## WORK ITEM
Everything in the data except the pictures belongs in your answer, copied exactly.

## STUDY MATERIAL
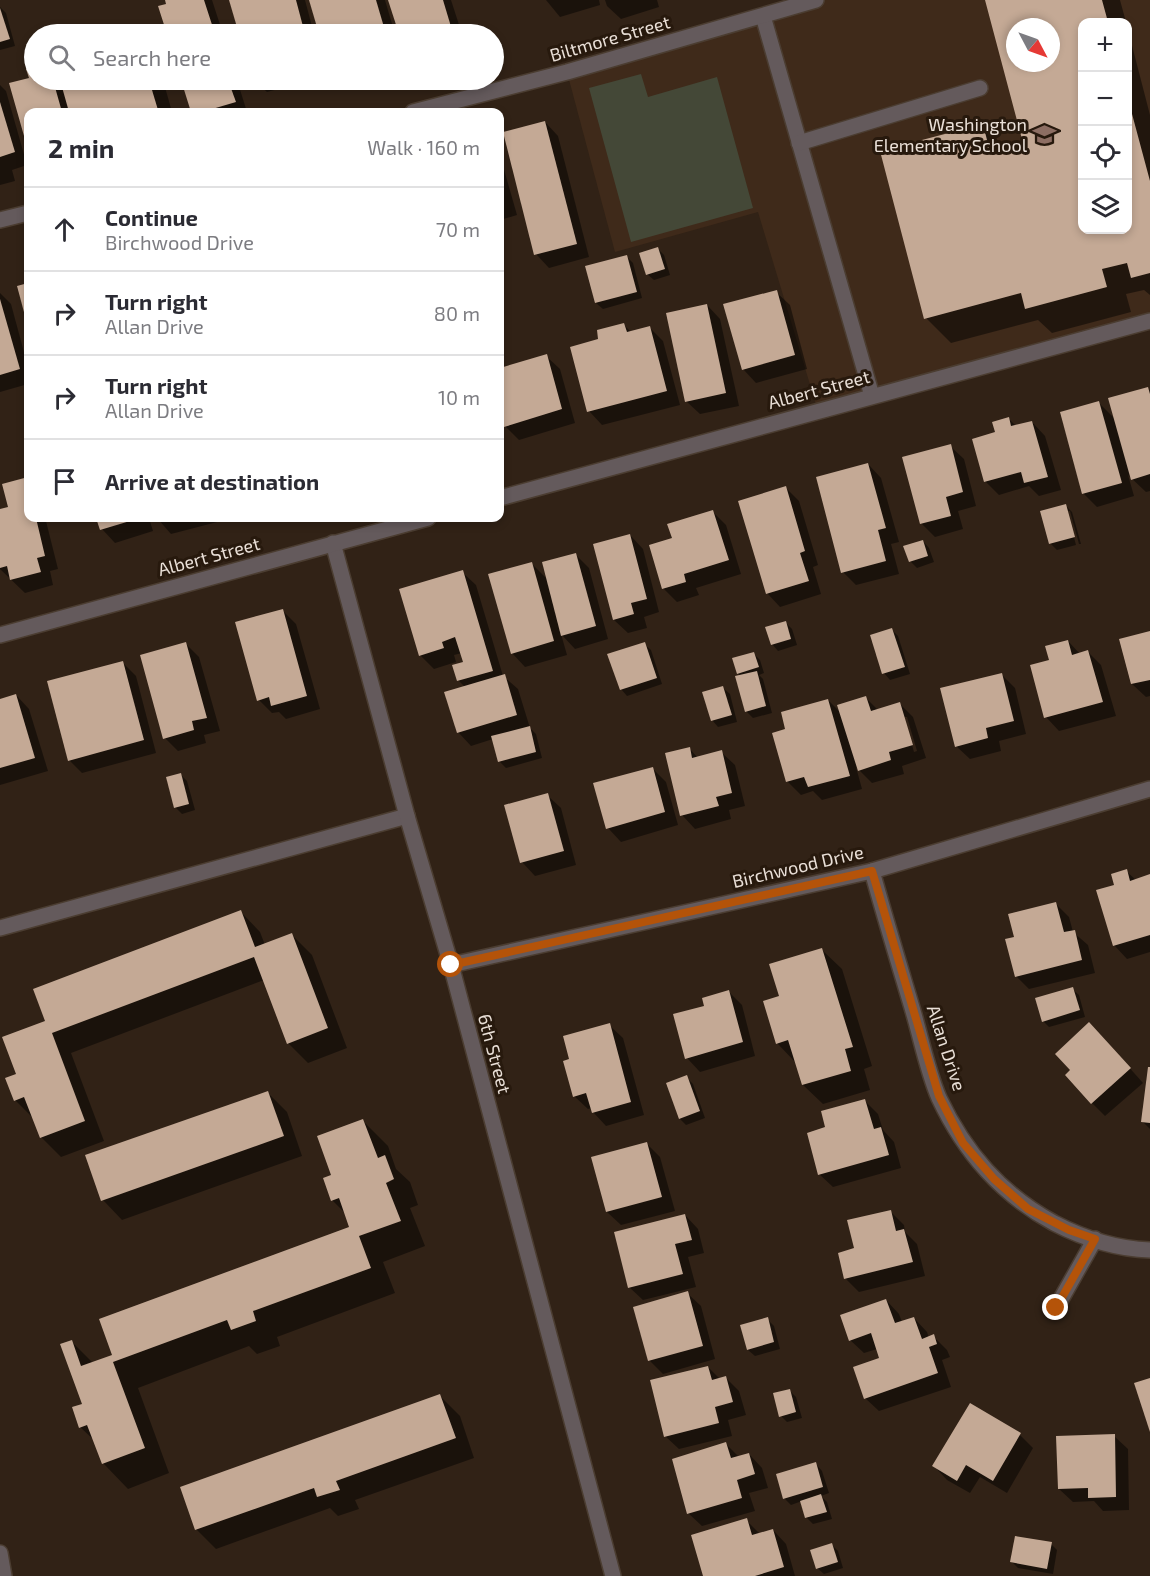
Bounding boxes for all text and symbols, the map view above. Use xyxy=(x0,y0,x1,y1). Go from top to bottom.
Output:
street label: Biltmore Street xyxy=(547,10,673,66)
north arrow xyxy=(1006,18,1060,72)
map controls xyxy=(1078,18,1132,234)
button: + xyxy=(1078,18,1132,72)
search box xyxy=(24,24,504,90)
icon: search xyxy=(45,41,78,74)
text: Search here xyxy=(93,44,211,70)
button: − xyxy=(1078,72,1132,126)
place label: Washington Elementary School xyxy=(874,113,1028,156)
school or university icon: Washington Elementary School xyxy=(1032,122,1058,148)
button: locate xyxy=(1078,126,1132,180)
text: 2 min xyxy=(48,132,114,163)
text: Walk · 160 m xyxy=(367,135,480,159)
button: layers xyxy=(1078,180,1132,234)
text: Continue xyxy=(105,204,198,230)
icon: ahead xyxy=(48,213,81,246)
text: 70 m xyxy=(436,217,480,241)
text: Birchwood Drive xyxy=(105,230,254,254)
text: Turn right xyxy=(105,288,207,314)
icon: right xyxy=(48,297,81,330)
text: 80 m xyxy=(434,301,480,325)
text: Allan Drive xyxy=(105,314,204,338)
street label: Albert Street xyxy=(765,365,872,413)
text: Turn right xyxy=(105,372,207,398)
icon: right xyxy=(48,381,81,414)
text: 10 m xyxy=(438,385,480,409)
text: Allan Drive xyxy=(105,398,204,422)
icon: arrive xyxy=(48,465,81,498)
text: Arrive at destination xyxy=(105,468,319,494)
street label: Albert Street xyxy=(155,532,262,580)
street label: Birchwood Drive xyxy=(730,840,866,892)
route start xyxy=(437,951,463,977)
street label: Allan Drive xyxy=(923,1002,971,1093)
street label: 6th Street xyxy=(474,1011,516,1096)
route end xyxy=(1042,1294,1068,1320)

## RESPONSE
Bounding boxes for all text and symbols, the map view above. Use xyxy=(x0,y0,x1,y1). Go from top to bottom.
Output:
street label: Biltmore Street xyxy=(547,10,673,66)
north arrow xyxy=(1006,18,1060,72)
map controls xyxy=(1078,18,1132,234)
button: + xyxy=(1078,18,1132,72)
search box xyxy=(24,24,504,90)
icon: search xyxy=(45,41,78,74)
text: Search here xyxy=(93,44,211,70)
button: − xyxy=(1078,72,1132,126)
place label: Washington Elementary School xyxy=(874,113,1028,156)
school or university icon: Washington Elementary School xyxy=(1032,122,1058,148)
button: locate xyxy=(1078,126,1132,180)
text: 2 min xyxy=(48,132,114,163)
text: Walk · 160 m xyxy=(367,135,480,159)
button: layers xyxy=(1078,180,1132,234)
text: Continue xyxy=(105,204,198,230)
icon: ahead xyxy=(48,213,81,246)
text: 70 m xyxy=(436,217,480,241)
text: Birchwood Drive xyxy=(105,230,254,254)
text: Turn right xyxy=(105,288,207,314)
icon: right xyxy=(48,297,81,330)
text: 80 m xyxy=(434,301,480,325)
text: Allan Drive xyxy=(105,314,204,338)
street label: Albert Street xyxy=(765,365,872,413)
text: Turn right xyxy=(105,372,207,398)
icon: right xyxy=(48,381,81,414)
text: 10 m xyxy=(438,385,480,409)
text: Allan Drive xyxy=(105,398,204,422)
icon: arrive xyxy=(48,465,81,498)
text: Arrive at destination xyxy=(105,468,319,494)
street label: Albert Street xyxy=(155,532,262,580)
street label: Birchwood Drive xyxy=(730,840,866,892)
route start xyxy=(437,951,463,977)
street label: Allan Drive xyxy=(923,1002,971,1093)
street label: 6th Street xyxy=(474,1011,516,1096)
route end xyxy=(1042,1294,1068,1320)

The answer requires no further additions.